In order to clarify the effects of age and smoking status on serum H2S level, we recruited three groups that age matched the study group but had no airflow limitation. Nineteen healthy control subjects matched patients with AECOPD (group 4: 10 men and 9 women; mean age, 75.0 ± 0.7 years; 9 smokers [33 pack-years] and 10 nonsmokers); 24 healthy control-matched patients with stable COPD (group 5: 12 men and 12 women; mean age, 64.6 ± 0.6 years; 12 smokers [27 pack-years] and 12 nonsmokers); and 16 normal smokers matched group 3 (group 6: 8 men and 8 women; mean age, 54.9 ± 0.7 years, [24 pack-years]).

Lung Function
Pulmonary function tests were performed with use of a spirometer (2800J Autobox; Gould Electronics; Dayton, OH). FEV1, FVC, and FEV1/FVC were measured in all patients. Arterial blood gas in patients with AECOPD was assessed during the day under resting conditions. PaO2, PaCO2, and pH values were measured by means of an automated analyzer (ABL 500; Radiometer; Copenhagen, Denmark) on blood samples obtained from the radial artery with patients in the sitting position for at least 1 h while breathing room air.

Doppler Echocardiography
Patients with AECOPD underwent real-time, phased-array, two-dimensional Doppler echocardiography (CFM 750 CV 2.5 or 3.25 MHz transducer; GE Vingmed; Milan, Italy) while breathing room air. The patients were in a semirecumbent left lateral position, and images were taken of subxiphoid, parasternal, and apical views. The mean value of three measurements was used. The systolic pulmonary artery pressure (PASP) was calculated by use of tricuspid valve regurgitation. A single examiner performed the measurements unaware of the purpose of the study.

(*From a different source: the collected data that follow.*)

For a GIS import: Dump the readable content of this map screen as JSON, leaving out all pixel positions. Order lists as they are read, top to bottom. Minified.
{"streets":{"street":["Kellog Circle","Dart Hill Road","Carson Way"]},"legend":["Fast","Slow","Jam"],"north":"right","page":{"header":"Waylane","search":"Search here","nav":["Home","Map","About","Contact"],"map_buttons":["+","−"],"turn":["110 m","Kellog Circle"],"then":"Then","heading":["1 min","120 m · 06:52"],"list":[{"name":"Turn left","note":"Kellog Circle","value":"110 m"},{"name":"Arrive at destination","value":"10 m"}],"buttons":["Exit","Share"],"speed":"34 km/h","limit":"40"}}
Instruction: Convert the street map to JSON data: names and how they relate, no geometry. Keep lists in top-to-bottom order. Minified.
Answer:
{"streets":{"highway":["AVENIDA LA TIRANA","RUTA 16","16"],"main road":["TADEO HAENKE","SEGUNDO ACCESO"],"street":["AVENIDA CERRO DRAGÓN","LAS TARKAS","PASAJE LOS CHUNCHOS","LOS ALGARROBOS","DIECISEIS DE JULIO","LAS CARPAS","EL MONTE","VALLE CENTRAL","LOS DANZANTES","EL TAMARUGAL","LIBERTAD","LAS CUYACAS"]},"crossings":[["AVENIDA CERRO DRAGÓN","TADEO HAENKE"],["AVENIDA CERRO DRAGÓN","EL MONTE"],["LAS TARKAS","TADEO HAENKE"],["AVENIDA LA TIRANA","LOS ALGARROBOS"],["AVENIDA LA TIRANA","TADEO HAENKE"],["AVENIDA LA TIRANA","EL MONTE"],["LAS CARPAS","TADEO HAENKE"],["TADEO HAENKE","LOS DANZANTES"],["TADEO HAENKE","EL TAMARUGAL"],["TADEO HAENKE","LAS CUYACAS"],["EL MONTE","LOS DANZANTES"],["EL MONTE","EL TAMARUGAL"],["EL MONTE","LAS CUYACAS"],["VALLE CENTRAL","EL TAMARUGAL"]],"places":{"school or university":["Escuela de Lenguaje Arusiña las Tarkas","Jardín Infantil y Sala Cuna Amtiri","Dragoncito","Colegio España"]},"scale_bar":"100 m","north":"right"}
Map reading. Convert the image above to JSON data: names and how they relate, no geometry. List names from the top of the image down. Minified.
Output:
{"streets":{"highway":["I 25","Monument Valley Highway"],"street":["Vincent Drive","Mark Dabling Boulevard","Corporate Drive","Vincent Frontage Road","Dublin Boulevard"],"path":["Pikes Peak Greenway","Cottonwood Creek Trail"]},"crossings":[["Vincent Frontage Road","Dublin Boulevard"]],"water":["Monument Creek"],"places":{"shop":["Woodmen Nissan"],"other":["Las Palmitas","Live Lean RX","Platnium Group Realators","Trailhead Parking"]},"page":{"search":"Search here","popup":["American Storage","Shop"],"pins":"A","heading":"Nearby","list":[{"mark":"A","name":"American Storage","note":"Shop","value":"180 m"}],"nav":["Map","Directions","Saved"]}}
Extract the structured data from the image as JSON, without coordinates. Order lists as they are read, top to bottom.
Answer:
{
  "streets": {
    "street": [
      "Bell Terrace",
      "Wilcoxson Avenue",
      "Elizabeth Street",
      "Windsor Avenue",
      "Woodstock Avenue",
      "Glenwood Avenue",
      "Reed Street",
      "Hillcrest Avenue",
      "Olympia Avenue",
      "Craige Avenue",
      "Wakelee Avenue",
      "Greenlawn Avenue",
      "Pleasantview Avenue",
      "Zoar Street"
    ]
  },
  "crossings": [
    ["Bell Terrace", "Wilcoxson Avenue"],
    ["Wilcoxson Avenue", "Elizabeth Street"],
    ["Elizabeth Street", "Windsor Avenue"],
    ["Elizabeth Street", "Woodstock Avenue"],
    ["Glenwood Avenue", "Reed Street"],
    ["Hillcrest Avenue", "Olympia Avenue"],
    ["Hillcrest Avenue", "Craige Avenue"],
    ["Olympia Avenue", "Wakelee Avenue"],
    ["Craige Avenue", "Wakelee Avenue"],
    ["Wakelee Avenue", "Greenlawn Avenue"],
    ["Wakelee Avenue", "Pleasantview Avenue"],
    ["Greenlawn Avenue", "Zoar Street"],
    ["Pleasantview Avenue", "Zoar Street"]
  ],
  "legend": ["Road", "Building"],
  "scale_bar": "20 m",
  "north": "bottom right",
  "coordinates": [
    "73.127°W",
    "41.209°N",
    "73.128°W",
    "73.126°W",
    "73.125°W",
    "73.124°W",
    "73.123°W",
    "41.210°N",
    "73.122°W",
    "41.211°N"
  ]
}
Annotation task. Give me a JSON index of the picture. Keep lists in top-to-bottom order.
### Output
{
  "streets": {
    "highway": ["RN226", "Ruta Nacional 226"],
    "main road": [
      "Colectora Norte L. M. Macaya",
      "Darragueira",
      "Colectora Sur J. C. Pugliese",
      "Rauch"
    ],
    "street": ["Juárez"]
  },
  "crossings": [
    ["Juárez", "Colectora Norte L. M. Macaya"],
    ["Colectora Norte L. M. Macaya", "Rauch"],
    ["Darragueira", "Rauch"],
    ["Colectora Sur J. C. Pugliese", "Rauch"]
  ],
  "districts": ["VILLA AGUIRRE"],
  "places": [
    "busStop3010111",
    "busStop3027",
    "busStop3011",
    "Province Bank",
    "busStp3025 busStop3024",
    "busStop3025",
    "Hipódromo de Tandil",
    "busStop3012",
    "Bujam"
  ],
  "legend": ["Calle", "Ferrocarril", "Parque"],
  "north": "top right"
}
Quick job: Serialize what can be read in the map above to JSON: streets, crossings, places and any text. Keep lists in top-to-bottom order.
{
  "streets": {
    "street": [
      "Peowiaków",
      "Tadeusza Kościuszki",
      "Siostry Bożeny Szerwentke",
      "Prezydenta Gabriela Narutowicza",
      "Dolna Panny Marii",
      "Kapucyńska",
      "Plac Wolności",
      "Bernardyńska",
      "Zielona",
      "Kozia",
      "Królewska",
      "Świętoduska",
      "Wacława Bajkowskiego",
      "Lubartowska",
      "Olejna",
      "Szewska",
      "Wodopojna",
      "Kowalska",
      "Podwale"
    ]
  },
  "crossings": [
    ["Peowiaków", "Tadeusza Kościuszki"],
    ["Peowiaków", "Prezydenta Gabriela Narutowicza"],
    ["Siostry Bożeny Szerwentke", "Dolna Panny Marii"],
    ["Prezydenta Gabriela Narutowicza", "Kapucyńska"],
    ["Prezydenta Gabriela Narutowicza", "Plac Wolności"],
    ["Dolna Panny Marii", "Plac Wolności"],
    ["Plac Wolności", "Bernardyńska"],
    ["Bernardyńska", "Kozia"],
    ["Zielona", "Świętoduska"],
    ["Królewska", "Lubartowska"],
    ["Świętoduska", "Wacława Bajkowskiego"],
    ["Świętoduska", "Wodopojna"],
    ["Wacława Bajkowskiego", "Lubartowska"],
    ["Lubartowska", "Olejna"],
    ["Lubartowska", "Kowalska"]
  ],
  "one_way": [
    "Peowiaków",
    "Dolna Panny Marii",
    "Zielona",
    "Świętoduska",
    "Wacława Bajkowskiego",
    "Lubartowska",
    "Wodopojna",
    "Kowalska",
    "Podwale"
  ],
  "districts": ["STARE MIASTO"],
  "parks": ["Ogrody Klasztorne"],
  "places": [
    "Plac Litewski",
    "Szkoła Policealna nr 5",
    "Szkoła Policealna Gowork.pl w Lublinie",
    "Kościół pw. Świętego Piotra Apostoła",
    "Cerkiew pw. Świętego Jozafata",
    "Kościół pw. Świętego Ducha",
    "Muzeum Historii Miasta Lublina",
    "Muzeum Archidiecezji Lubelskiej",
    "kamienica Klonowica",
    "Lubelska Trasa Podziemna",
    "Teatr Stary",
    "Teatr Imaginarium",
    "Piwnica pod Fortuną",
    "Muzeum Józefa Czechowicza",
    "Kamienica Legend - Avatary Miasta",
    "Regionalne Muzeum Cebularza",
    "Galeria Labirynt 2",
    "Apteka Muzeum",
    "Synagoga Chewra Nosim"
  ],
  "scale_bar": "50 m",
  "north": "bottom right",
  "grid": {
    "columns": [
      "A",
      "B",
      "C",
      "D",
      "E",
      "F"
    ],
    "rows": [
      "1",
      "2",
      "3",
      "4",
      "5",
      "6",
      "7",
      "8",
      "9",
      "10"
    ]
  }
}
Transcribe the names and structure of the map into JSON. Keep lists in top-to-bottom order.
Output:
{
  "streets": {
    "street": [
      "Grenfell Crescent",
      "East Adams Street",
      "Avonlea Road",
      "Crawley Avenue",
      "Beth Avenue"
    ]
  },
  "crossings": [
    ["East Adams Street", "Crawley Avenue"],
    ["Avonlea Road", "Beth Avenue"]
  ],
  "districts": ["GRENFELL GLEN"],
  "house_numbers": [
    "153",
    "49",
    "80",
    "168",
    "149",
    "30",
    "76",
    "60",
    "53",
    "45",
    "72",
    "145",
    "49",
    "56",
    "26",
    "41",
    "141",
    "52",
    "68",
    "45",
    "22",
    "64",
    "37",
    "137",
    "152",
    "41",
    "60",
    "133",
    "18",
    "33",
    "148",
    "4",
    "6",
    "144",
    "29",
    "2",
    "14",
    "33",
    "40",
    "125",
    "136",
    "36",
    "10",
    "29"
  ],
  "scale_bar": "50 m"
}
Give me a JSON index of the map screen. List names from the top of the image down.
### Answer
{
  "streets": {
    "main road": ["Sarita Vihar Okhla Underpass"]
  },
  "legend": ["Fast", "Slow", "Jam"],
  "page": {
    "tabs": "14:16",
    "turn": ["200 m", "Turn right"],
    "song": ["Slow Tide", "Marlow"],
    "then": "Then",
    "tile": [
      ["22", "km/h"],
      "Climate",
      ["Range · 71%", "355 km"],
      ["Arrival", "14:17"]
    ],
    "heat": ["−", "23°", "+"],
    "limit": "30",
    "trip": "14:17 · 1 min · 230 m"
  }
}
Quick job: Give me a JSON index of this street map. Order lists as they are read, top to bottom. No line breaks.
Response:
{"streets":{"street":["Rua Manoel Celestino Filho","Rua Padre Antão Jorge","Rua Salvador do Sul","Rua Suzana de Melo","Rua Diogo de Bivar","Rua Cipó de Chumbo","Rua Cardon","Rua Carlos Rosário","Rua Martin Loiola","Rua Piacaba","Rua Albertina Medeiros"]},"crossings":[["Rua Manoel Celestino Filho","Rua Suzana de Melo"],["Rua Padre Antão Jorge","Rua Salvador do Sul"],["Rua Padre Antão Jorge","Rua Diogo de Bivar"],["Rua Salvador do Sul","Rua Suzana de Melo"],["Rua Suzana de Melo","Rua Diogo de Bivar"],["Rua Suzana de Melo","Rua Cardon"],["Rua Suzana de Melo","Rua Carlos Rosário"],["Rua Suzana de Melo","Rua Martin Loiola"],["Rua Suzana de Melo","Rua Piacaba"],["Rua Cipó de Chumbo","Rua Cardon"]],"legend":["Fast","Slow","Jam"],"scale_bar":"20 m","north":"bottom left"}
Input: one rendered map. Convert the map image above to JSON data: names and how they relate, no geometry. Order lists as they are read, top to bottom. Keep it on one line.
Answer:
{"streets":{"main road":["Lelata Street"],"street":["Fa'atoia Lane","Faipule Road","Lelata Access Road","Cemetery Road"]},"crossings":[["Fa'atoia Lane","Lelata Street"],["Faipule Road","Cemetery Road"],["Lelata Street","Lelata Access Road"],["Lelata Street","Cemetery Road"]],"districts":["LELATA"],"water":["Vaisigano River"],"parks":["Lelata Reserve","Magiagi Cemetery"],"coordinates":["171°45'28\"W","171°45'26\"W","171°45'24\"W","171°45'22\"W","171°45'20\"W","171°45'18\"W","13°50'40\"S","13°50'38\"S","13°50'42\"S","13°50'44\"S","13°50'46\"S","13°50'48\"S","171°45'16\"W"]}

Sputum Collection and Analysis
Sputum was collected and processed as described.10 All subjects inhaled 200 µg of salbutamol to avoid hypertonic saline solution-induced bronchoconstriction. Fifteen minutes after salbutamol inhalation, patients inhaled 4% hypertonic saline solution for 15 to 30 min by use of an ultrasonic nebulizer (MU-32; Sharp; Osaka, Japan). The nebulizer generated particles with a mean mass diameter of 5.4 µm at an output of 2.2 mL/min. Subjects were then asked to rinse their mouths and throats and expectorate sputum into a Petri dish. Sputum plugs arising from the lower respiratory tract were selected and incubated with 0.1% dithiothreitol until completely homogenized. The cell suspension was filtered through 52-µm nylon gauze and then centrifuged at 800g for 10 min. The cell pellet was resuspended in phosphate-buffered saline solution (PBS). Two slides were stained with Wright-Giemsa for differential cell counts of leukocytes.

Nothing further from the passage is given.